春節へ向けて「世界最大」の帰省ラッシュ 中国・北京

中国・北京の五輪公園に春節へ向けて展示された切り絵をみる親子〔AFPBB News

 中国最大の“民族大移動”が始まった――。

 今年の春節(旧正月)は1月28日で、中国では27日から2月2日までの1週間が正月休みだからだ。

 携程旅游(中国大手旅行サイト)の統計では、2017年は年間で中国人の旅行全体の支出総額が初めて5兆元(約85兆円)を突破すると言われ、特に今年は、「空前の海外旅行ブーム」という。

旅行先で圧倒的ナンバー1のタイ

 春節旅行で断トツ人気は「タイ」(携程旅游調べ)。実はタイは、今年の元旦連休でも圧倒的人気ナンバー1の旅行先で、昨年の年間渡航先(中国本土以外)ランキングでも堂々の3位(1位、2位が中国の香港、マカオ)に躍り出て、4位の韓国、5位の日本を引き離した。

 テロなどの影響から回復した2015年には、前年比70%増の約800万人の中国人がタイを訪れ、「観光客の約30%は中国人観光客」(タイ政府関係者)と、中国人にとって最も人気の旅行先となった。

 同年、日本へは前年比約100%増のほぼ500万人の中国人が訪れたが、対人口比(タイの人口は約6900万人、2015年)では、低迷するタイの経済状況の中、中国人観光客の影響は日本とは比較にならないほど大きい。

春節の風物詩の「ライオン・ダンス(獅子舞。中国語:舞獅)」。「招福駆邪」の縁起物で、銅鑼の音とともに登場し、派手な演奏をバックに、豪快、華麗な舞で新年を彩る(筆者撮影、以下同)

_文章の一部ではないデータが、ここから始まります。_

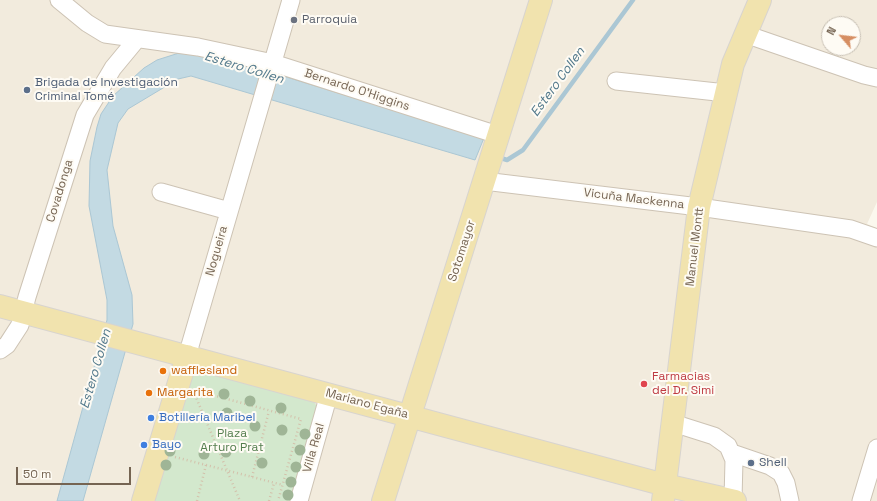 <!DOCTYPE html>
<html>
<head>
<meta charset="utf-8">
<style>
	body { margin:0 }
	#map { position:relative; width:877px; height:501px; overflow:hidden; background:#fbf8ee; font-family:"Space Grotesk",sans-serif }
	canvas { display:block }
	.north { position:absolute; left:821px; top:16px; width:40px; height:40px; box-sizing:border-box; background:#fefbf4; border:1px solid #c7bfb3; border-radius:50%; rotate:298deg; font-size:11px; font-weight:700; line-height:16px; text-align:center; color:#756452 }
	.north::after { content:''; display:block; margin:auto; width:14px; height:18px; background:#d68e62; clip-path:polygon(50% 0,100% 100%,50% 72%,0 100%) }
	.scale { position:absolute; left:16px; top:467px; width:115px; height:18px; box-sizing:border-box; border:2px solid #756452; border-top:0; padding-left:5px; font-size:12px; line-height:14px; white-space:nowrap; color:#756452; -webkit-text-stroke:3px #fefbf4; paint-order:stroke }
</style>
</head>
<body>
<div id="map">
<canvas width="877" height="501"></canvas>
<div class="north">N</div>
<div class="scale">50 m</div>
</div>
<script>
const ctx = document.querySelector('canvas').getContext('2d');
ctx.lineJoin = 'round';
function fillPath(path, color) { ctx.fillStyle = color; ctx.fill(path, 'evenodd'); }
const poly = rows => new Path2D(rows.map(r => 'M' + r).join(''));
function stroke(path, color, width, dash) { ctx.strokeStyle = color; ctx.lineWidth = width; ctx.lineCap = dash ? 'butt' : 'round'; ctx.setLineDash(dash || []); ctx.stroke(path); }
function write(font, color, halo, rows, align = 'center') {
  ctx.font = font + ' "Space Grotesk",sans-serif'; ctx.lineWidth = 4; ctx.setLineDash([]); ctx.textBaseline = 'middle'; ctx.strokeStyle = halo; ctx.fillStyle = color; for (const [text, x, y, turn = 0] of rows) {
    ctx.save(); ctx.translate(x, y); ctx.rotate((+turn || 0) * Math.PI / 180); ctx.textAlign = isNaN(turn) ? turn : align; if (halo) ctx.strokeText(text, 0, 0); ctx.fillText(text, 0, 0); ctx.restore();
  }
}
const residential = poly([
	[0,0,877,0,877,202,867,224,877,228,877,501,0,501],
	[829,24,853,24,853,48,829,48]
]);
const green = poly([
	[193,370,199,370,313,401,316,405,318,410,291,501,150,501]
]);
const water = poly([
	[189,52,254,67,484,138,475,160,191,76,178,79,128,109,118,123,107,170,113,226,132,295,133,324,83,501,57,501,107,320,107,300,89,206,90,161,97,127,101,114,113,96,144,68,157,60,179,53,189,52]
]);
const stream = poly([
	[498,157,507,160,523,150,633,0]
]);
const path = poly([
	[194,390,301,419,278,501],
	[195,395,240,501],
	[175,457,283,485],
	[252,477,269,411],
	[197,501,206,465],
	[269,501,274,483]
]);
const minor = poly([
	[59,0,87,23,105,34,198,47,273,63,498,135],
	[745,34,864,75,877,78],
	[616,81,726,93],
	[484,181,699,207,851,229,877,238],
	[161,192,229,211],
	[0,350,7,345,20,325,27,297,85,115,113,68,137,39],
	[187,356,291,0],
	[673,423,714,436,728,446,734,460,733,500],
	[732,453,770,466,781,473,786,483,790,501],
	[299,501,329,394],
	[861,501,877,448]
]);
const major = poly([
	[0,306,665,485,735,501],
	[143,501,187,356],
	[383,501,541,0],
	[663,501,699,207,733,64,760,0]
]);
const trees = [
	[224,394],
	[250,401],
	[281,408],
	[227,413],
	[180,417],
	[255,426],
	[282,430],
	[305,434],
	[300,450],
	[170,451],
	[226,452],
	[204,454],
	[262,463],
	[166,465],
	[296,467],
	[291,482],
	[288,495]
];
const markers = [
	[294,20,4,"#6b7280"],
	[27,90,4,"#5c6f8a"],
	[163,371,4,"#e8710a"],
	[644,384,4,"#e0444e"],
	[149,393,4,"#e8710a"],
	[151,418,4,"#3f7fe0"],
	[144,445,4,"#3f7fe0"],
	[751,463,4,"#5c6f8a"]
];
const worshipNames = [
	["Parroquia",302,20]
];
const serviceNames = [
	["Brigada de Investigación",35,83],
	["Criminal Tomé",35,97],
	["Shell",759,463]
];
const streetNames = [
	["Bernardo O'Higgins",357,90,18],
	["Covadonga",60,191,-73],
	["Vicuña Mackenna",634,199,7],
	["Manuel Montt",695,247,-83],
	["Nogueira",217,251,-74],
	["Sotomayor",462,251,-72],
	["Mariano Egaña",367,404,15],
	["Villa Real",314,448,-74]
];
const foodNames = [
	["wafflesland",171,371],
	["Margarita",157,393]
];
const healthNames = [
	["Farmacias",652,377],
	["del Dr. Simi",652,391]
];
const shopNames = [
	["Botillería Maribel",159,418],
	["Bayo",152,445]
];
const parkNames = [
	["Plaza",232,434],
	["Arturo Prat",232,448]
];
const waterNames = [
	["Estero Collen",244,68,17],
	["Estero Collen",558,82,-54],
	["Estero Collen",96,369,-74]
];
fillPath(residential, '#f2ebdd');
fillPath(green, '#d3e8cd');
fillPath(water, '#c3dae3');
stroke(water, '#abc7d4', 1);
stroke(stream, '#abc7d4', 4.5);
stroke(minor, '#cdc3b4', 19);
stroke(major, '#d8d4cf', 24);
stroke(path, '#d3c1ab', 2.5, [1, 3]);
stroke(minor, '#fff', 17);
stroke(major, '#f1e3ae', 22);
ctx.fillStyle = '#9fb596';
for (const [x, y] of trees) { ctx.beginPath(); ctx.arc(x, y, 5.5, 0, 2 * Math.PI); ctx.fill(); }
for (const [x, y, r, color] of markers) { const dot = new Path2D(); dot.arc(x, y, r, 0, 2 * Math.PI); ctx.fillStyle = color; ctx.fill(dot); stroke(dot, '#fefbf4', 1.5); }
write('12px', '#5b616d', '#fefbf4', worshipNames, 'left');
write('12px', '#4e5e75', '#fefbf4', serviceNames, 'left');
write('12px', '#756452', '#fefbf4', streetNames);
write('12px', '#c56008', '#fefbf4', foodNames, 'left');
write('12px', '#be3a42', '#fefbf4', healthNames, 'left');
write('12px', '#366cbe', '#fefbf4', shopNames, 'left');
write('12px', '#547e4e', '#fefbf4', parkNames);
write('italic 13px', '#51788b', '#fefbf4', waterNames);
</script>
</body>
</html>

 さらに、最近では日本と同様、ロングステイ先としても人気急上昇。中国の中産階級が、穏やかな気候、コスト安、PM2.5などの大気汚染に悩まされない「アジアの移住先」として熱い眼差しを注いでいるほどだ。

 最近ではもともと親日のお土産屋さんでも漢字表記の看板が増え、「こんにちは!」から「你好(ニーハオ)!」とかけ声が取って変わっている。

 中国人相手にトラブルも多いが、中国人観光客急増で、良くも悪くもタイ社会に大きな影響を及ぼし始めている。

 もともと中国人がタイに興味を持ち始めたきっかけは、3人の中国人がタイで一攫千金を狙ってドタバタ喜劇を演じるコメディ映画『人再囧途之泰囧(Lost in Thailand)』(2012年公開)。当時、中国映画史上最高となる約13億元(約220億円)の興行収入を上げ記録的な大ヒットとなった。

 その影響で同映画の撮影地となったチェンマイやプーケットが特に人気で、ブランド品が格安で大量に買い漁れる“爆買い天国”のバンコクも欠かせないらしい。

 もう1つの理由は、中国政府がタイを早々に親族訪問先とし海外渡航解禁国に指定したのに伴い、タイ政府が段階的にビザ要件を緩和してきたこと。

 昨年11月末には、タイ政府は、2016年末から2017年初頭にかけ、大使館でのビザ申請費用免除、現地ビザ申請費用引き下げを発表。

 中国人観光客が急に増えるとトラブルも必然的に多くなる。昨年末、タイでは背後で中国マフィアが絡む、ツアー費は無料だが宝石店などで破格な土産品を強要する中国人相手のツアー「ゼロドルツアー」の取締り強化が図られ、中国人観光客が一時減少した。